Work to complete:
Scan each line of the records for the word "cover" and extract the ones that have it.

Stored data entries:
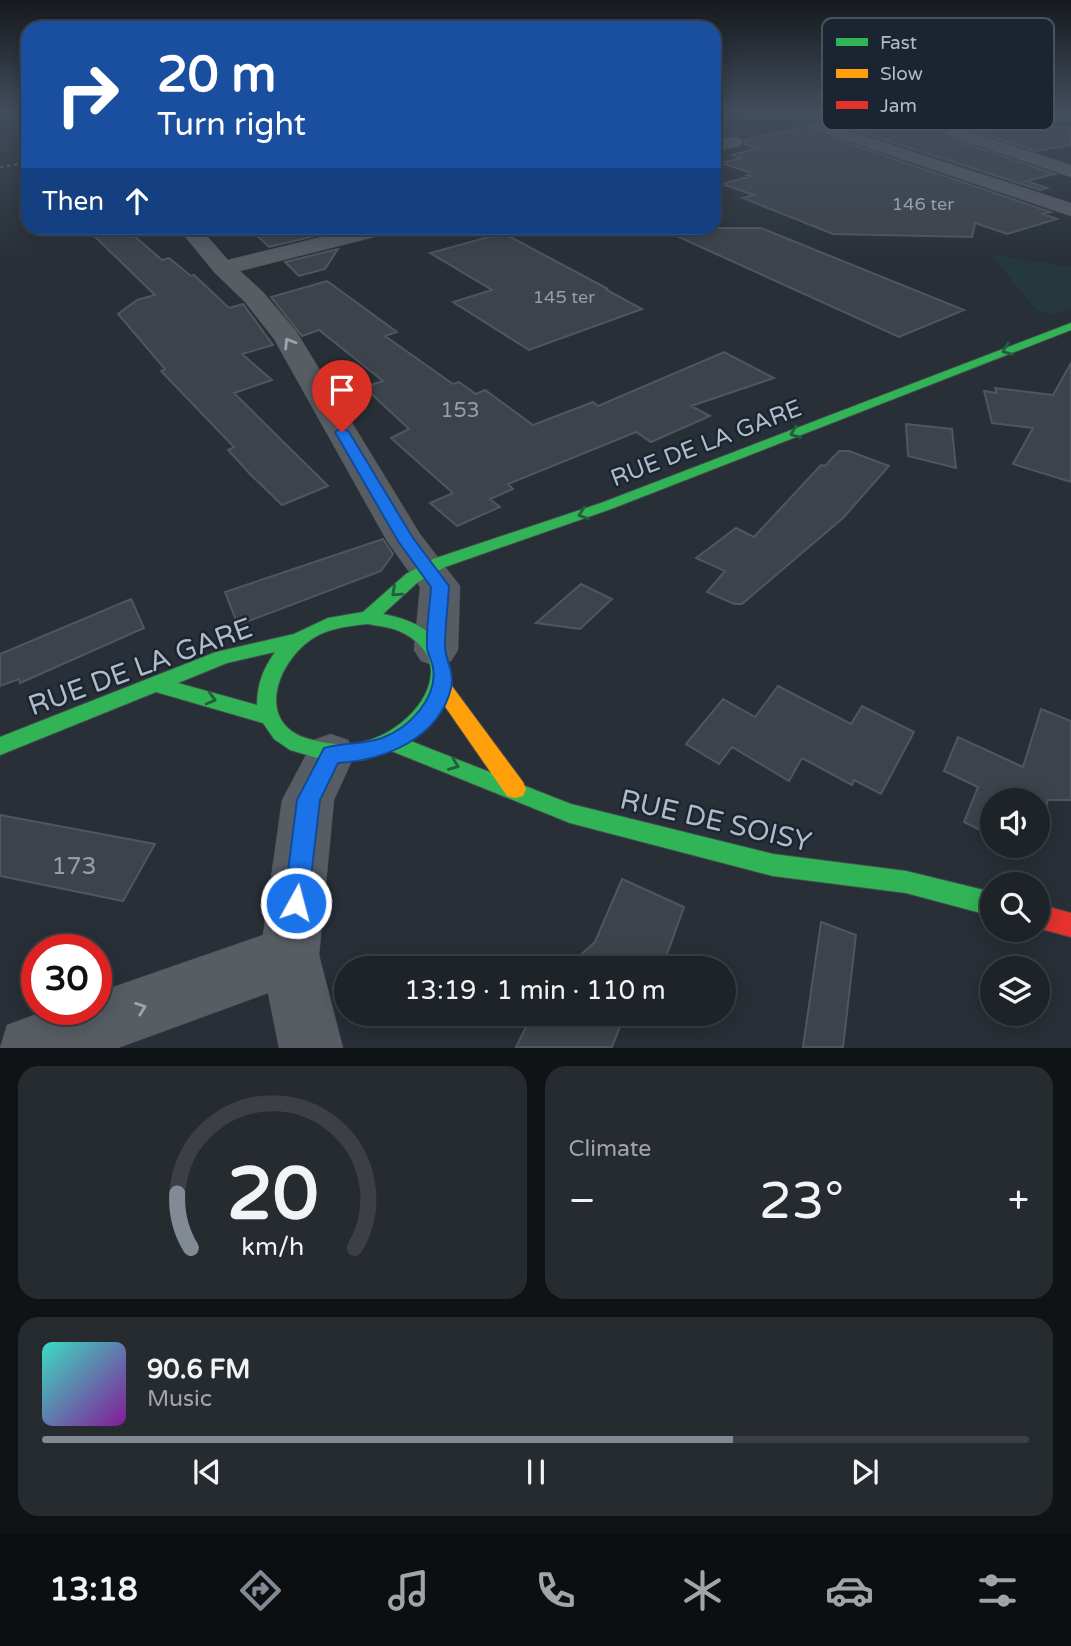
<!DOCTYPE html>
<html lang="en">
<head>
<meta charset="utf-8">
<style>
  :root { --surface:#1e2328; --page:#262b30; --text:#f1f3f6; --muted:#a1a4a8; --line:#3c4045; --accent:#818a95 }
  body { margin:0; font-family:"Varela Round",sans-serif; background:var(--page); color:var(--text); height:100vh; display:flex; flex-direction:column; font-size:26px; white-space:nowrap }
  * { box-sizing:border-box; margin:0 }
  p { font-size:23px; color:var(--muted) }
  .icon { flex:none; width:38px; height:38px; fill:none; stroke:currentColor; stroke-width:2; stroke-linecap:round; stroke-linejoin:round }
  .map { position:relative; height:1048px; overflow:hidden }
  .side { display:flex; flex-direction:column; gap:18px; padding:18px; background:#101316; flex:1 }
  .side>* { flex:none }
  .banner { position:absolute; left:21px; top:21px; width:700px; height:214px; border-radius:21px; box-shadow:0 4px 18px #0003,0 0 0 2px var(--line); background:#1a4fa0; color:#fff; overflow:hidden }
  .buttons { position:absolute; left:980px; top:788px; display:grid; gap:14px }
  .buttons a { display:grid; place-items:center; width:70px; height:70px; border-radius:50%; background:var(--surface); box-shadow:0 4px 18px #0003,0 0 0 2px var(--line); font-size:35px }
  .speed { position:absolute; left:21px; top:934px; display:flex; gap:14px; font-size:35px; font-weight:700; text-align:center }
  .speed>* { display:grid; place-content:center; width:91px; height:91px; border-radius:50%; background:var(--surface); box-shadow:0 4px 18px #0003,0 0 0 2px var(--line); line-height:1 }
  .speed .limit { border:10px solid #d22; background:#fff; color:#111 }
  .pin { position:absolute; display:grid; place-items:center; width:60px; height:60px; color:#fff; margin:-72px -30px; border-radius:50% 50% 50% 0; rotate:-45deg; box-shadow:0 0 7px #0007 }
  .pin .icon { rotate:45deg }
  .me { position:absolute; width:77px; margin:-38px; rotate:7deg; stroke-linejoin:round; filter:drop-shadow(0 0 5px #0008) }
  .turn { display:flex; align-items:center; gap:24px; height:147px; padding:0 21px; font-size:32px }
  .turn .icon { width:91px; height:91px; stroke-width:2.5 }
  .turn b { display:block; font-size:49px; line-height:60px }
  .then { display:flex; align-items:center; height:66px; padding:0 21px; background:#0003; gap:14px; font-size:26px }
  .big { font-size:52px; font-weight:600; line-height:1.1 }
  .side .widget { flex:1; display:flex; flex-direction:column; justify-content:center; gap:10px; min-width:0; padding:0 24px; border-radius:21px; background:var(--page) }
  .side .dial { align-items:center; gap:0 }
  .dial svg { height:182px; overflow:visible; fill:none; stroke:var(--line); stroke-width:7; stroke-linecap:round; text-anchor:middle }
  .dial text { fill:var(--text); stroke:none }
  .song { display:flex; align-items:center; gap:21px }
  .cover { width:84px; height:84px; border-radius:10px; background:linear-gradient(135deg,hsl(170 70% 55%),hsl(290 70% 35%)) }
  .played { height:7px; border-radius:4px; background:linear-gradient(90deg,var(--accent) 70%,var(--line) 70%) }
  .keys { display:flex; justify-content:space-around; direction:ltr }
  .heat { display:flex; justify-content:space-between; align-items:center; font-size:38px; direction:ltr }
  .side .tiles { flex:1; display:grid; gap:18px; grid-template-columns:1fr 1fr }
  .widget:last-child { grid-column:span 2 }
  .trip { position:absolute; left:334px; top:956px; width:402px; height:70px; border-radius:35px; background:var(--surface); box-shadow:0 4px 18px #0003,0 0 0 2px var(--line); font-weight:600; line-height:70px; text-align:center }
  .tabs { display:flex; height:112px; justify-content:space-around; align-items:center; background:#0c0e10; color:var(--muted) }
  .tabs .icon { width:49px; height:49px }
  .tabs .active { color:var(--accent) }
  .tabs b { font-size:32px; color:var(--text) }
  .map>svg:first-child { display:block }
  .green { fill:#25393c }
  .building { fill:#3d434a; stroke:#50565e; stroke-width:2 }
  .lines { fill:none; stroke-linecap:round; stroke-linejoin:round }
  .street-casing { stroke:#464b51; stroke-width:1 }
  .fast-casing { stroke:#464b51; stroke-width:2 }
  .slow-casing { stroke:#464b51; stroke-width:2 }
  .jam-casing { stroke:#464b51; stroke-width:2 }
  .street { fill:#585d64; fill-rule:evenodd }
  .fast { fill:#30b455; fill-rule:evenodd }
  .slow { fill:#ff9f0a; fill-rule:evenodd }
  .jam { fill:#e5322d; fill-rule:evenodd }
  .rail { stroke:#575c62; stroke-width:2.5; stroke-dasharray:3.5 3.5; stroke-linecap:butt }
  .oneway { stroke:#9ba4af }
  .oneway2 { stroke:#235e3f }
  .route { fill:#1a73e8; stroke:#114b97; stroke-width:2 }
  .labels { text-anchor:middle; stroke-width:5; stroke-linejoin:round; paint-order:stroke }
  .far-number-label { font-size:18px; fill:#949da8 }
  .number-label { font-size:21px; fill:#949da8 }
  .street-label { font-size:24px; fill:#b1bbc8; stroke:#1b2531 }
  .near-number-label { font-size:24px; fill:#949da8 }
  .near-street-label { font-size:28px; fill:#b1bbc8; stroke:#1b2531 }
  .key { fill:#1b2531; stroke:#48525e; stroke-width:2 }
  .key-label { font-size:19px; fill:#b1bbc8 }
</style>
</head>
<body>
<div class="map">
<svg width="1071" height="1048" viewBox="0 0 1071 1048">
  <rect width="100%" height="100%" fill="#282f36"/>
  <path class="green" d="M 990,254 L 1071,267 L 1071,308 L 1053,315 L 1036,310 Z"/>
  <path class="building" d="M 814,117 L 1071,128 L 1071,145 L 1036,151 L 956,125 L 944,131 L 948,138 L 1055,174 L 1026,181 L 1047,188 L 1040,190 Z
    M 805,127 L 808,130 L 1051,212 L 1043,214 L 1057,219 L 1007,234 L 975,223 L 972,237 L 833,234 L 743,198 L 754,195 L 722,184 L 751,176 L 747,175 L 752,173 L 721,163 L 741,158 L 732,155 L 758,148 L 745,144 L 745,140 Z
    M 86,228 L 125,228 L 162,260 L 169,258 L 191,276 L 194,275 L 229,308 L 243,304 L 273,345 L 242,354 L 272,380 L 234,393 L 328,486 L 282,505 L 251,475 L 228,450 L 234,447 L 161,371 L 165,369 L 118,314 L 137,300 L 155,295 Z
    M 249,228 L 349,228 L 269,247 Z
    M 659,228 L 761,228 L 964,310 L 899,337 Z
    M 503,233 L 608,289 L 605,289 L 642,309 L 529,350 L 453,302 L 492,290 L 430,253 Z
    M 338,249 L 325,269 L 299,276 L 285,262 Z
    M 327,281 L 397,332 L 385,336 L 453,384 L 459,382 L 476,394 L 485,390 L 533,425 L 593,402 L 598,406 L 724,352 L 774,378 L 691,406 L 710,416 L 651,442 L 636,432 L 508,484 L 513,489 L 490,499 L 500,507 L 457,526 L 430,503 L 453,493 L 391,438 L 409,429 L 364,387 L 383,381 L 319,330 L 302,336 L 271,297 Z
    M 1071,363 L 1071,482 L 1013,464 L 1033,428 L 992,423 L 984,391 L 997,393 L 995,388 L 1053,395 Z
    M 906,424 L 952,429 L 956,468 L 908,456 Z
    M 839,451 L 849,451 L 889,466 L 843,518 L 742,604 L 734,604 L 707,592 L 725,571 L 696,558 L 736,528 L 754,537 L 821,465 L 825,466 Z
    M 383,539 L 393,554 L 381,571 L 238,625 L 225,592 Z
    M 581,584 L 612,599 L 580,629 L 536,623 Z
    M 131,599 L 144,628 L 20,683 L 19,679 L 0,686 L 0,654 Z
    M 778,686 L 851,724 L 862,706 L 914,732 L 881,794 L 854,780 L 852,785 L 802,758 L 789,781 L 732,747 L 719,764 L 686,744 L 723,699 L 755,717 Z
    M 1041,709 L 1071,721 L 1071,800 L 1048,800 L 1038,833 L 1038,800 L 992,800 L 992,836 L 964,822 L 978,787 L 944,771 L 958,737 L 1023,767 Z
    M 0,815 L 155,844 L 123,901 L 0,876 Z
    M 622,879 L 684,907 L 662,968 L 566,968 L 595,942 Z
    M 821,922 L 856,935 L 843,1047 L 803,1047 Z
    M 533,1013 L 602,1013 L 621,1024 L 612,1047 L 516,1047 Z"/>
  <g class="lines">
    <g class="street-casing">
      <path id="street" d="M 1001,113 L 1071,113 L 1071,122 L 1009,118 Z
        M 815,120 L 1071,203 L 1071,216 L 809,128 L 807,125 Z
        M 955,127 L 1071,165 L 1071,177 L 949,136 L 947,132 Z
        M 734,137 L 740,138 L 743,142 L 740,146 L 714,151 L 714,141 Z
        M 178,228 L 200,228 L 228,260 L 358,228 L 393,228 L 390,233 L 240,271 L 263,292 L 296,331 L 420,534 L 460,586 L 458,650 L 451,661 L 436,666 L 421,661 L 414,650 L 420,587 L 387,541 L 274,339 L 245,302 L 215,273 Z
        M 331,734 L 348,740 L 355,754 L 334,800 L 319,955 L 343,1048 L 279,1048 L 268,993 L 118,1048 L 0,1048 L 7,1025 L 48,1010 L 96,1010 L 96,993 L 263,935 L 282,800 L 314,740 Z"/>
    </g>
    <g class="fast-casing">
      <path id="fast" d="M 1071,323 L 1071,330 L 611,509 L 445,567 L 418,582 L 383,614 C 465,629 468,693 408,740 L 571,804 L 773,854 L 906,871 L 992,892 L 992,916 L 906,893 L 773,876 L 570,823 L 389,750 L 364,760 L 331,762 L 290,750 L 274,739 L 263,723 L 156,692 L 0,755 L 0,737 L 216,652 L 294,634 L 328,618 L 363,612 L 406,574 L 433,559 L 601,503 ZM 368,624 C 378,626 390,627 399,631 C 467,662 413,732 362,742 C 344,746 327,744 309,739 C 255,724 276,663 312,639 C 328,628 349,626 368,624 ZM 275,652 C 263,669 257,684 257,705 L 178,683 L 227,663 Z"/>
    </g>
    <g class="slow-casing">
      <path id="slow" d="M 442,680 L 449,682 L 523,782 L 526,789 L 523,796 L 515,798 L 507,796 L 435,692 L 432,687 L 435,682 Z"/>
    </g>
    <g class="jam-casing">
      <path id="jam" d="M 1038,904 L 1071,913 L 1071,937 L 1038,928 Z"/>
    </g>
    <use href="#street" class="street"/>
    <use href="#fast" class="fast"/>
    <use href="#slow" class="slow"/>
    <use href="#jam" class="jam"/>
    <path class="rail" d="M 785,113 L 1071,127
      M 0,167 L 28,163"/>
  </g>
  <defs><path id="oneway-chevron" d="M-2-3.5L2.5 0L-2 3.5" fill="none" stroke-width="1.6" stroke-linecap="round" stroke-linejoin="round" transform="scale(1.75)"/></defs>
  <g class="oneway">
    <use href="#oneway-chevron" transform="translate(289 343) rotate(-122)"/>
    <use href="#oneway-chevron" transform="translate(141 1008) rotate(-20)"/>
  </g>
  <g class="oneway2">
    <use href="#oneway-chevron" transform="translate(1007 350) rotate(159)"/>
    <use href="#oneway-chevron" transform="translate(795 433) rotate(159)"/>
    <use href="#oneway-chevron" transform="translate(583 514) rotate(161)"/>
    <use href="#oneway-chevron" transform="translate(396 592) rotate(138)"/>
    <use href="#oneway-chevron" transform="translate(211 699) rotate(15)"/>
    <use href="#oneway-chevron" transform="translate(454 765) rotate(21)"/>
  </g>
  <linearGradient id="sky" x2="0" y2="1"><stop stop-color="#161a1e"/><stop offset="0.43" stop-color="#424d5d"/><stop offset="1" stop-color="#424d5d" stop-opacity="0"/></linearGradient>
  <rect width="1071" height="260" fill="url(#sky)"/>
  <path class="route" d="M 342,428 L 349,432 L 413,538 L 449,586 C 448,606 445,626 445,646 C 445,660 455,672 451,688 C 439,739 384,760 338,763 L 320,800 L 308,903 L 305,912 L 296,915 L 287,912 L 284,903 L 297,800 L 324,748 C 343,742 363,745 382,738 C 409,728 438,698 433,668 C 432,660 427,654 427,647 C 426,627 430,607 431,587 L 398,541 L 335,432 Z"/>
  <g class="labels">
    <g class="far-number-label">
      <text x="923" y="210">146 ter</text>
      <text x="564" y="303">145 ter</text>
    </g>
    <g class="number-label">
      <text x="460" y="417">153</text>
    </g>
    <g class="street-label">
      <text transform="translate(706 443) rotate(-21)" y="8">RUE DE LA GARE</text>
    </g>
    <g class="near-number-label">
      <text x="74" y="874">173</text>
    </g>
    <g class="near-street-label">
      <text transform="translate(140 666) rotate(-20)" y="10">RUE DE LA GARE</text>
      <text transform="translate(716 820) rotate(13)" y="10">RUE DE SOISY</text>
    </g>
  </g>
  <rect x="822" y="18" width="232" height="112" rx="10" class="key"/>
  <rect x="836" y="38" width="32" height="8" fill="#30b455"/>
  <rect x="836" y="69" width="32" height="9" fill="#ff9f0a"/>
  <rect x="836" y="101" width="32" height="8" fill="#e5322d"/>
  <g class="key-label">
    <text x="880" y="49">Fast</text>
    <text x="880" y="80">Slow</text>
    <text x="880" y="112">Jam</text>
  </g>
</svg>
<div class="buttons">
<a><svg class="icon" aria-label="sound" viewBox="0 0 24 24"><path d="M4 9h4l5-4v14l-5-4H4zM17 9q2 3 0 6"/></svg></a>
<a><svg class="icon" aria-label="search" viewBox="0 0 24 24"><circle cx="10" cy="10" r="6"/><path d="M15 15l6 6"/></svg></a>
<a><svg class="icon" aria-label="layers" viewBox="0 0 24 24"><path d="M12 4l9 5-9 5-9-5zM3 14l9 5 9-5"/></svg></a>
</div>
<div class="speed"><div class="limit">30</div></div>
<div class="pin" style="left:342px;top:432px;background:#d93025"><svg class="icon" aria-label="arrive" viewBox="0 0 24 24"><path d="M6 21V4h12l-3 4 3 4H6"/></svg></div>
<svg class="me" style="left:296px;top:903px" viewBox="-20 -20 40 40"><circle r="17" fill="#1a73e8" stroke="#fff" stroke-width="3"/><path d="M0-11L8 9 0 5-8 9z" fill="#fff"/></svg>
<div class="trip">13:19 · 1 min · 110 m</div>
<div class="banner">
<div class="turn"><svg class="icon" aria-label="right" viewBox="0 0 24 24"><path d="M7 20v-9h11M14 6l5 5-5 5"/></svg><div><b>20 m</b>Turn right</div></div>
<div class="then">Then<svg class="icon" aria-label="ahead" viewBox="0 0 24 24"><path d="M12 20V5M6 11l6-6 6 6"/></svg></div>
</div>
</div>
<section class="side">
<div class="tiles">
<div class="widget dial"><svg viewBox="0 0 100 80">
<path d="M14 69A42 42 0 1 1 86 69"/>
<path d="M14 69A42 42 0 0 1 8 45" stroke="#818a95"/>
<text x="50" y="56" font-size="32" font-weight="700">20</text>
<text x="50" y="72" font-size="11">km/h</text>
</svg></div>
<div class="widget"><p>Climate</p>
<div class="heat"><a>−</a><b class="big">23°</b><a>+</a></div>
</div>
<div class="widget">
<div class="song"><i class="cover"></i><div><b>90.6 FM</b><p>Music</p></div></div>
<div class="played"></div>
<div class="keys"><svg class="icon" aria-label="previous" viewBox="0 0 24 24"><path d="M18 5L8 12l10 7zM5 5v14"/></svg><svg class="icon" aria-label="pause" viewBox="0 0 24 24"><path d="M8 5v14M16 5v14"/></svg><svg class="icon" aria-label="next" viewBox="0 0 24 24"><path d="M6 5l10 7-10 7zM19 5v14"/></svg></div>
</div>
</div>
</section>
<nav class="tabs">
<b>13:18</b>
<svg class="icon active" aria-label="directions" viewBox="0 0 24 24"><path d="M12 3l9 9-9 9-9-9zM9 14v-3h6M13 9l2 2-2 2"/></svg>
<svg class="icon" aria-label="music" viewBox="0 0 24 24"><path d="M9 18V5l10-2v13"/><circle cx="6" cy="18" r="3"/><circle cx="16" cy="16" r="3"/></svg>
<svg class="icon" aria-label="phone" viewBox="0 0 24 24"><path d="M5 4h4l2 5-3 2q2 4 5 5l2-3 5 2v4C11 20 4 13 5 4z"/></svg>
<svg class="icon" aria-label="climate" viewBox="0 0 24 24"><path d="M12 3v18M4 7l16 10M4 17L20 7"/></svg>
<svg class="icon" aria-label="car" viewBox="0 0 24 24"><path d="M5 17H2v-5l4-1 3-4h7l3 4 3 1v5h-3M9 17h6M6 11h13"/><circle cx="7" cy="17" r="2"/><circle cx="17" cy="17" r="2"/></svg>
<svg class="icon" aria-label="filters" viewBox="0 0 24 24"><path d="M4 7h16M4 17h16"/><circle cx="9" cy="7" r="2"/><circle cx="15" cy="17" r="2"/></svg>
</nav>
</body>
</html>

Final answer:
  .cover { width:84px; height:84px; border-radius:10px; background:linear-gradient(135deg,hsl(170 70% 55%),hsl(290 70% 35%)) }
<div class="song"><i class="cover"></i><div><b>90.6 FM</b><p>Music</p></div></div>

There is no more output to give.